My husband would go nuts if I thought of serving chicken and noodles without mashed potatoes and toast. How can you possibly soak up all the gravy without spuds and bread??!!

It is comfort food, as long as you don’t eat a lot of it. Too much and it is a discomfort food as your stomach bloats! :slight_smile: Yumm!

I’m amused by “yum” being after “bloating.”

Nothing could be finer than being bloated in the diner in the mooooornin’.

I agree completely. Some of my favorite combinations are ratatouille on couscous and rice bolognese.

It does souns odd, and I’m having trouble getting past the chicken and noodles part. Are we talking about them as a soup or more of a casserole? Like a casserole sounds less odd than soup, but still fairly odd to be put on potatoes.

Wait, what? :eek: Did you get bread with that?

I love cioppino but… no, that’s not right.

Loose the noodles and I’ll be happy to eat a big ol’ plate full.

To me the noodles are the WTF? Sort of on par with how KFC puts cheese on top of their sadness bowls.

Sounds good in the same way that drunk food sounds good. Tasty as hell, but overkill in some way. I don’t think it’s particularly odd, but I prefer one starch per meal. (Except when restaurants give you bread to dip in olive oil and balsamic before dinner.)

I believe it is. I’m from NE Ohio, which is chock full of people descended from German, Polish, and Slavic immigrants, among them the Amish. Not sure from which culture exactly that the noodles + potatoes came from, but I can tell you that I grew up on that dish and you’ve got me hankering for warm-me-up heavy German comfort food like my German grandmother used to make.

:: drool ::

More like gravy. Like the inside of a chicken pot pie, but with noodles, too.

It’s familiar to me, but I don’t love it. When I make it, I leave out the noodles, to me it really is overkill and I feel too stuffed. Or I do beef & gravy over noodles or potatoes.

ETA: and I agree it might be a German/Polish immigrant thing, it’s one of the things my grandfather always made (and pierogies!), and his parents immigrated from Poland around 1912.

More like a casserole, but not that solid.

Grandma made homemade egg noodles – they are very thick and hearty, totally unlike egg noodles you buy in the grocery store.

She took the leftover chicken and boiled it with the noodles and thickened the sauce however German Grandmothers thicken sauces. I’m thinking there’s an awful lot of starch in those homemade egg noodles, which are pretty much just flour and eggs, rolled out and cut into ribbons.

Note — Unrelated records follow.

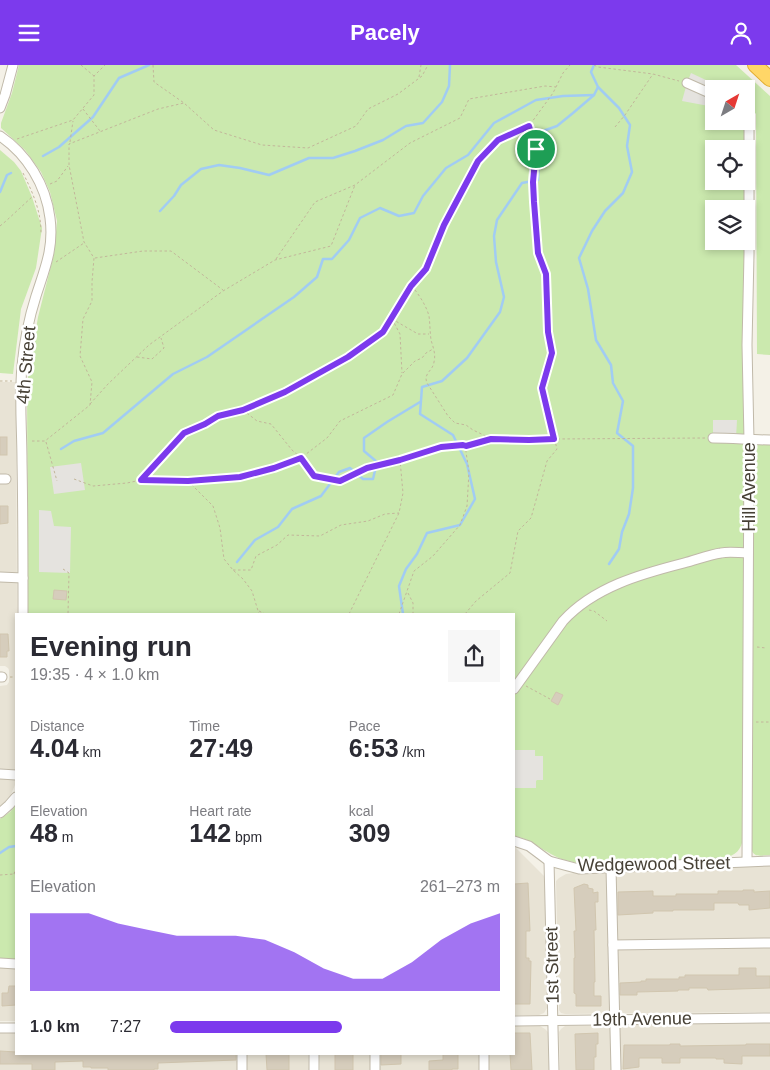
<!DOCTYPE html>
<html lang="en">
<head>
<meta charset="utf-8">
<style>
  :root { --surface:#fff; --page:#f7f7f7; --text:#2b2b33; --muted:#7c7c81; --accent:#7c3aed }
  body { margin:0; font-family:Arial,sans-serif; background:var(--page); color:var(--text); height:100vh; display:flex; flex-direction:column; font-size:19px; white-space:nowrap }
  * { box-sizing:border-box; margin:0 }
  p { font-size:16px; color:var(--muted) }
  .icon { flex:none; width:28px; height:28px; fill:none; stroke:currentColor; stroke-width:2; stroke-linecap:round; stroke-linejoin:round }
  .map { position:relative; flex:1; overflow:hidden }
  .drawer { position:absolute; left:15px; top:548px; width:500px; height:442px; display:flex; flex-direction:column; background:var(--surface); border-radius:0px; box-shadow:0 2px 8px #0003 }
  .drawer>* { flex:none }
  .needle { width:32px; rotate:39deg }
  .fabs { position:absolute; left:705px; top:15px; display:grid; gap:10px }
  .fabs a { display:grid; place-items:center; width:50px; height:50px; border-radius:0px; background:var(--surface); box-shadow:0 2px 8px #0003; font-size:25px }
  .pin { position:absolute; display:grid; place-items:center; width:42px; height:42px; color:#fff; margin:-21px; border:2px solid #fff; border-radius:50%; box-shadow:0 1px 5px #0007 }
  .round { display:grid; place-items:center; flex:none; width:52px; height:52px; border-radius:0px; background:var(--page) }
  .summary { display:flex; align-items:center; justify-content:space-between; height:85px; padding:0 15px }
  h1 { font-size:28px; font-weight:700; line-height:38px }
  .figures { display:grid; grid-template-columns:repeat(3,1fr); gap:8px; height:85px; padding:5px 15px }
  .figures div { display:grid; align-content:center }
  .figures b { font-size:25px; font-weight:700 }
  .figures small { font-size:14px; font-weight:400 }
  .figures p { font-size:14px }
  .chart { height:140px; padding:10px 15px }
  .chart p { display:flex; justify-content:space-between }
  .chart svg { width:100%; height:90px; margin-top:5px; fill:var(--accent); opacity:.7 }
  ul { padding:0 15px; list-style:none; font-size:16px }
  li { display:grid; grid-template-columns:80px 60px 1fr; align-items:center; height:38px }
  li i { height:12px; border-radius:6px; background:var(--accent) }
  header { display:flex; justify-content:space-between; align-items:center; height:65px; padding:0 15px; background:var(--accent); color:#fff; font-size:22px; font-weight:700 }
  .map>svg:first-child { display:block }
  .residential { fill:#e8e3d5 }
  .green { fill:#cbe9ae }
  .parking { fill:#e5e3df }
  .lines { fill:none; stroke-linecap:round; stroke-linejoin:round }
  .stream { stroke:#a1ccf3; stroke-width:2.5 }
  .building { fill:#d6cdbc; stroke:#d1c6af }
  .minor-casing { stroke:#c0b9a9; stroke-width:11 }
  .highway-casing { stroke:#e2ad33; stroke-width:16 }
  .path { stroke:#c2b69a; stroke-width:1; stroke-dasharray:2.5 2.5; stroke-linecap:butt }
  .minor { stroke:#fff; stroke-width:9 }
  .highway { stroke:#ffd667; stroke-width:14 }
  .route-casing { stroke:#fff; stroke-width:10 }
  .route { stroke:#7c3aed; stroke-width:6 }
  .labels { text-anchor:middle; stroke-width:5; stroke-linejoin:round; paint-order:stroke }
  .street-label { font-size:18px; fill:#474136; stroke:#fff }
</style>
</head>
<body>
<header><svg class="icon" aria-label="menu" viewBox="0 0 24 24"><path d="M4 6h16M4 12h16M4 18h16"/></svg>Pacely<svg class="icon" aria-label="person" viewBox="0 0 24 24"><circle cx="12" cy="8" r="4"/><path d="M4 21q1-7 8-7t8 7"/></svg></header>
<div class="map">
<svg width="770" height="1005" viewBox="0 0 770 1005">
  <rect width="100%" height="100%" fill="#f4f1e7"/>
  <!-- residential -->
  <g class="residential">
    <polygon points="0,317 16,317 17,549 16,549 16,713 15,720 9,734 0,741 0,621 7,620 9,617 9,605 8,603 5,601 0,601 0,419 6,419 6,410 0,409"/>
    <polygon points="516,783 545,812 547,943 544,948 539,950 514,950 514,784"/>
    <polygon points="770,800 770,947 565,949 561,948 559,945 556,816 559,813 566,809 574,808"/>
    <polygon points="0,898 16,899 16,956 0,956"/>
    <polygon points="770,958 770,1005 560,1005 559,967 561,964 565,961"/>
    <polygon points="514,961 540,961 545,964 548,967 548,970 549,1005 320,1005 319,989 514,989"/>
    <polygon points="0,967 16,967 16,989 308,989 309,1005 0,1005"/>
  </g>
  <!-- green -->
  <g class="green">
    <path d="M 19,0 L 736,0 L 770,31 L 770,290 L 757,289 L 756,49 L 746,37 L 746,24 L 714,24 L 714,56 L 746,56 L 746,84 L 714,84 L 714,116 L 746,116 L 745,144 L 714,144 L 714,176 L 745,176 L 743,773 C 741,789 731,792 718,794 C 682,795 646,798 611,798 C 597,798 582,800 569,796 C 548,792 534,774 514,771 L 514,549 L 28,549 L 27,319 L 38,252 L 54,189 L 57,156 L 50,127 L 41,107 L 25,85 L 1,63 L 1,58 L 12,28 Z"/>
    <polygon points="0,85 14,97 21,106 32,132 42,163 36,203 21,244 13,309 0,308"/>
    <path d="M 770,377 L 770,790 C 763,790 755,793 752,786 L 753,386 C 756,378 762,378 770,377 Z"/>
    <polygon points="16,740 16,899 0,898 0,754 10,747"/>
  </g>
  <!-- parking -->
  <g class="parking">
    <polygon points="691,8 725,24 714,24 714,42 682,36 687,18"/>
    <polygon points="713,355 737,355 736,373 713,373"/>
    <polygon points="81,398 85,425 54,429 50,402"/>
    <polygon points="39,445 51,446 54,461 71,462 70,508 39,507"/>
    <polygon points="514,685 535,685 535,691 543,691 543,715 537,715 536,716 536,723 514,723"/>
  </g>
  <g class="lines">
    <!-- stream -->
    <g class="stream">
      <polyline points="598,22 619,43 630,60 627,81 632,107 623,128 605,146 592,166 579,193 588,224 596,275 611,300 613,318 623,336 617,368 633,381 633,423 629,449 622,467 619,484 609,499"/>
      <polyline points="43,91 59,82 93,52 119,13 149,0"/>
      <polyline points="0,127 7,110 11,108"/>
      <polyline points="160,146 174,131 181,120 201,104 219,100 240,103 269,110 309,93 333,93 355,86 383,75 406,61 423,58 442,37 449,21 450,0"/>
      <polyline points="61,384 74,376 103,368 173,309 207,292 294,232 317,212 323,194 332,194 349,175 360,153 380,143 399,151 414,148 423,131 446,103 468,90 494,58 536,35 563,31 594,30"/>
      <polyline points="237,497 255,475 278,462 292,444 321,431 339,407 350,403 363,414 373,414 377,397 364,386 364,373 387,357 420,337"/>
      <polyline points="403,549 399,521 406,504 417,489 427,468 460,460 475,434 467,399 453,370 420,349 422,322 442,316 467,293 500,247 504,232 496,197 494,171 497,155 522,118 538,115 539,87 543,66 557,61 573,48 594,30 598,22 591,7 594,0"/>
      <polyline points="0,788 9,782 16,781"/>
    </g>
  </g>
  <!-- building -->
  <g class="building">
    <rect x="0" y="372" width="7" height="18"/>
    <polygon points="0,441 8,441 8,458 0,459"/>
    <polygon points="54,525 67,526 66,535 53,534"/>
    <polygon points="0,569 8,569 9,586 7,586 7,592 0,592"/>
    <polygon points="556,627 563,630 558,640 551,636"/>
    <polygon points="528,818 530,866 526,866 526,893 529,893 529,896 531,896 530,939 514,939 514,819"/>
    <polygon points="584,819 588,820 588,823 593,824 593,828 598,827 598,837 595,837 596,865 594,865 595,917 594,917 594,931 601,931 601,941 576,941 576,929 574,928 574,893 575,893 574,866 576,866 574,823"/>
    <polygon points="743,825 754,825 754,827 770,826 770,843 749,845 749,840 739,840 738,838 714,838 714,845 673,845 673,846 653,846 653,848 618,850 618,827 653,826 653,831 676,831 676,829 718,829 718,826 743,826"/>
    <polygon points="739,903 756,903 756,911 770,911 770,923 708,925 707,923 689,923 689,925 678,925 678,926 637,927 637,930 620,930 620,918 641,917 641,916 646,916 646,914 679,914 679,912 685,912 685,910 739,910"/>
    <polygon points="9,921 16,921 16,940 2,941 2,928 8,928"/>
    <polygon points="514,968 530,968 532,1005 511,1005 510,989 514,989"/>
    <polygon points="598,968 598,979 596,979 596,992 594,992 594,1005 576,1005 575,969"/>
    <polygon points="670,979 680,979 680,981 746,980 746,979 770,979 770,991 742,991 742,999 724,998 724,994 716,994 716,993 680,993 680,998 662,998 662,993 639,993 639,1002 623,1004 624,980 670,980"/>
    <polygon points="0,986 16,987 16,989 236,989 236,995 158,998 158,1004 154,1004 154,1005 108,1005 108,1003 91,1003 91,1002 83,1002 83,996 55,997 55,1005 32,1005 32,999 0,999"/>
    <polygon points="266,989 289,989 289,1005 267,1005"/>
    <rect x="335" y="989" width="18" height="16"/>
    <polygon points="381,989 401,989 401,999 381,1000"/>
    <polygon points="443,989 458,989 458,1004 452,1004 452,1005 429,1005 429,996 443,995"/>
  </g>
  <g class="lines">
    <defs>
      <g id="minor">
        <polyline points="687,18 714,30"/>
        <polyline points="0,43 5,30 13,0"/>
        <polyline points="746,48 749,58 749,189 747,280 749,375 747,796"/>
        <path d="M 0,71 C 27,89 46,120 50,153 C 54,183 45,203 36,231 C 29,253 24,278 22,301 C 19,333 22,365 22,397 C 23,447 23,498 23,549"/>
        <path d="M 713,373 C 733,373 751,375 770,375"/>
        <polyline points="0,414 6,414"/>
        <polyline points="0,512 23,513"/>
        <polyline points="0,612 2,612"/>
        <path d="M 514,624 L 563,556 C 594,522 641,509 684,498 C 696,495 708,490 721,488 C 730,486 739,488 748,488"/>
        <polyline points="0,709 16,710"/>
        <polyline points="0,748 9,740 16,732"/>
        <polyline points="514,776 529,781 549,796 579,804 770,796"/>
        <polyline points="549,796 554,1005"/>
        <polyline points="611,803 616,1005"/>
        <polyline points="613,880 770,878"/>
        <polyline points="0,898 16,899"/>
        <polyline points="514,956 770,953"/>
        <polyline points="0,963 16,963"/>
        <polyline points="314,989 314,1005"/>
        <polyline points="375,989 375,1005"/>
        <polyline points="484,989 484,1005"/>
        <polyline points="242,1005 242,989"/>
      </g>
      <polyline id="highway" points="755,0 770,14"/>
    </defs>
    <!-- minor casing -->
    <use href="#minor" class="minor-casing"/>
    <!-- highway casing -->
    <use href="#highway" class="highway-casing"/>
    <!-- path -->
    <g class="path">
      <polyline points="81,0 94,11"/>
      <polyline points="153,0 154,17 184,38 214,65 262,80 308,83 356,61 368,44 398,29 422,11 428,0"/>
      <polyline points="594,0 598,2 653,9 679,16"/>
      <polyline points="419,12 421,0"/>
      <polyline points="83,44 100,66"/>
      <polyline points="615,62 625,50 653,9"/>
      <polyline points="17,74 73,55 94,30 94,11 105,0"/>
      <polyline points="70,77 73,56"/>
      <path d="M 23,108 C 33,128 41,146 41,168"/>
      <polyline points="50,119 57,116 68,101"/>
      <polyline points="0,161 6,156 33,131"/>
      <polyline points="95,193 143,186 171,186 223,225"/>
      <polyline points="276,194 315,137 355,120 410,78 460,53 469,34 545,21 556,22"/>
      <polyline points="56,197 84,178"/>
      <path d="M 412,221 C 419,230 426,240 429,251 C 430,259 430,267 431,275 C 433,282 436,289 434,297 C 433,306 423,308 427,318 L 448,351 L 455,358 L 466,360 L 473,365 L 490,373"/>
      <polyline points="392,254 400,269 402,308"/>
      <polyline points="392,254 418,269 429,269"/>
      <polyline points="137,292 152,294 164,283 161,273"/>
      <polyline points="0,316 12,316"/>
      <polyline points="90,339 108,319 149,280 223,226 275,195 331,181 355,120"/>
      <polyline points="243,345 257,356 271,359 292,385 301,393 327,373 340,356 393,330 402,309 415,296 422,293 426,288 433,284"/>
      <polyline points="32,376 45,376 90,340 92,317 80,291 83,254 92,236 92,217 94,193 84,177 69,100 69,79 158,44 184,38"/>
      <polyline points="46,377 57,416"/>
      <polyline points="74,414 93,421 127,418 141,415 188,416 240,411 274,403 301,393 314,411 340,416 367,403 400,395 441,382 463,380 466,381 491,374 529,375 554,374 705,373"/>
      <polyline points="141,415 184,368 205,359 218,351 243,345 285,327 348,292 383,267 411,221 426,204 444,160 478,96 498,75 529,61 553,28 563,8 570,0"/>
      <polyline points="188,416 213,441 220,463 224,494 233,505 243,514 252,526 259,549"/>
      <polyline points="63,504 69,508 68,549"/>
      <polyline points="233,505 251,505 256,491 277,480 288,470 320,471 341,460 368,456 385,449 399,448"/>
      <polyline points="408,528 413,538 413,549"/>
      <polyline points="589,545 594,546 607,556"/>
      <polyline points="259,546 265,549"/>
      <polyline points="349,549 399,448 403,428 400,395"/>
      <polyline points="399,549 414,506 433,491 460,460 467,441 469,407 466,387 466,382"/>
      <polyline points="465,549 476,536 510,508 518,466 531,453 547,396 557,384 542,323 552,287 548,267 546,209 539,188 534,137 533,117 536,85 529,61"/>
      <polyline points="757,582 766,583"/>
      <polyline points="10,612 16,612"/>
      <polyline points="526,621 550,634"/>
      <polyline points="756,657 770,657"/>
      <polyline points="14,809 16,803"/>
      <polyline points="0,810 14,809 16,810"/>
    </g>
    <!-- minor -->
    <use href="#minor" class="minor"/>
    <!-- highway -->
    <use href="#highway" class="highway"/>
  </g>
  <g class="lines">
    <defs>
      <polygon id="route" points="529,61 536,84 533,117 534,137 538,188 546,209 548,267 552,288 542,323 554,374 529,375 491,374 466,381 463,380 441,382 400,395 367,403 340,416 314,411 301,393 274,403 240,412 188,416 141,415 184,368 205,359 218,351 243,345 285,327 348,292 383,267 411,221 426,204 444,160 478,96 498,75"/>
    </defs>
    <!-- route casing -->
    <use href="#route" class="route-casing"/>
    <!-- route -->
    <use href="#route" class="route"/>
  </g>
  <g class="labels">
    <!-- street labels -->
    <g class="street-label">
      <text transform="translate(26 300) rotate(-85)" y="6">4th Street</text>
      <text transform="translate(749 422) rotate(-90)" y="6">Hill Avenue</text>
      <text transform="translate(654 799) rotate(-1)" y="6">Wedgewood Street</text>
      <text transform="translate(552 900) rotate(-91)" y="6">1st Street</text>
      <text transform="translate(642 954) rotate(-1)" y="6">19th Avenue</text>
    </g>
  </g>
</svg>
<div class="fabs">
<a><svg class="needle" viewBox="-14 -14 28 28"><path d="M0-13l5 13h-10z" fill="#e53935"/><path d="M0 13l5-13h-10z" fill="#7c7c81"/></svg></a>
<a><svg class="icon" aria-label="locate" viewBox="0 0 24 24"><circle cx="12" cy="12" r="6"/><path d="M12 2v4M12 18v4M2 12h4M18 12h4"/></svg></a>
<a><svg class="icon" aria-label="layers" viewBox="0 0 24 24"><path d="M12 4l9 5-9 5-9-5zM3 14l9 5 9-5"/></svg></a>
</div>
<div class="pin" style="left:536px;top:84px;background:#1e9e55"><svg class="icon" aria-label="arrive" viewBox="0 0 24 24"><path d="M6 21V4h12l-3 4 3 4H6"/></svg></div>
<section class="drawer">
<div class="summary"><div><h1>Evening run</h1><p>19:35 · 4 × 1.0 km</p></div><a class="round"><svg class="icon" aria-label="share" viewBox="0 0 24 24"><path d="M12 15V3M7 8l5-5 5 5M5 13v7h14v-7"/></svg></a></div>
<div class="figures">
<div><p>Distance</p><b>4.04<small> km</small></b></div>
<div><p>Time</p><b>27:49</b></div>
<div><p>Pace</p><b>6:53<small> /km</small></b></div>
</div>
<div class="figures">
<div><p>Elevation</p><b>48<small> m</small></b></div>
<div><p>Heart rate</p><b>142<small> bpm</small></b></div>
<div><p>kcal</p><b>309</b></div>
</div>
<div class="chart"><p><span>Elevation</span>261–273 m</p>
<svg viewBox="0 0 160 44" preserveAspectRatio="none"><path d="M0 44V6L10 6L20 6L30 11L40 14L50 17L60 17L70 17L80 19L90 25L100 33L110 38L120 38L130 30L140 19L150 11L160 6V44z"/></svg>
</div>
<ul>
<li><b>1.0 km</b>7:27<i style="width:52%"></i></li>
</ul>
</section>
</div>
</body>
</html>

So think like chicken and dumplings or a very thick stew consistency. Gramma would have made the chicken and noodles in a big Dutch oven or in a crock pot.

Couldn’t you just invoke your Google Fu for images? Wouldn’t that be easier than me trying to write to describe something that I haven’t eaten in at least 20 years? :smack:

This looks about right.

its close - but not enough gravy!

I agree! More gravy is needed - I’m sticking with my “inside of a chicken pot pie, but with noodles added” description. That’s the closest common food item I can think of.

From Marcella Hazan:

http://www.dolcevita.com/cuisine/recipes/sum/recipe6.htm

When I was growing up it was beef & noodles over mashed potatoes. Tastes great. Still have it every once in a while when the family gets together.

Haven’t tried it, but doesn’t sound bad… Heavy, but not bad. But then, I always make a pot of rice to go with pot roast. Beef, carrots, potatoes, and broth/gravy, served over rice. Food of the gods! (Made it earlier this week - awesome cold weather food, awesome “planned leftover” food.) My husband hadn’t tried it this way before, but he enjoyed it!

Maybe these extra starches are just a way to stretch more expensive ingredients into a more filling meal? Around here (coastal Georgia,) rice was traditionally cheap, and potatoes cost relatively more. My family ate/eats rice with virtually everything, except for meals where grits were served. My stepdad, on the other hand, is from West Virginia, and expects potatoes with everything - rice is just weird, to him.

My mom does this, and I think it is weird. Starch overload.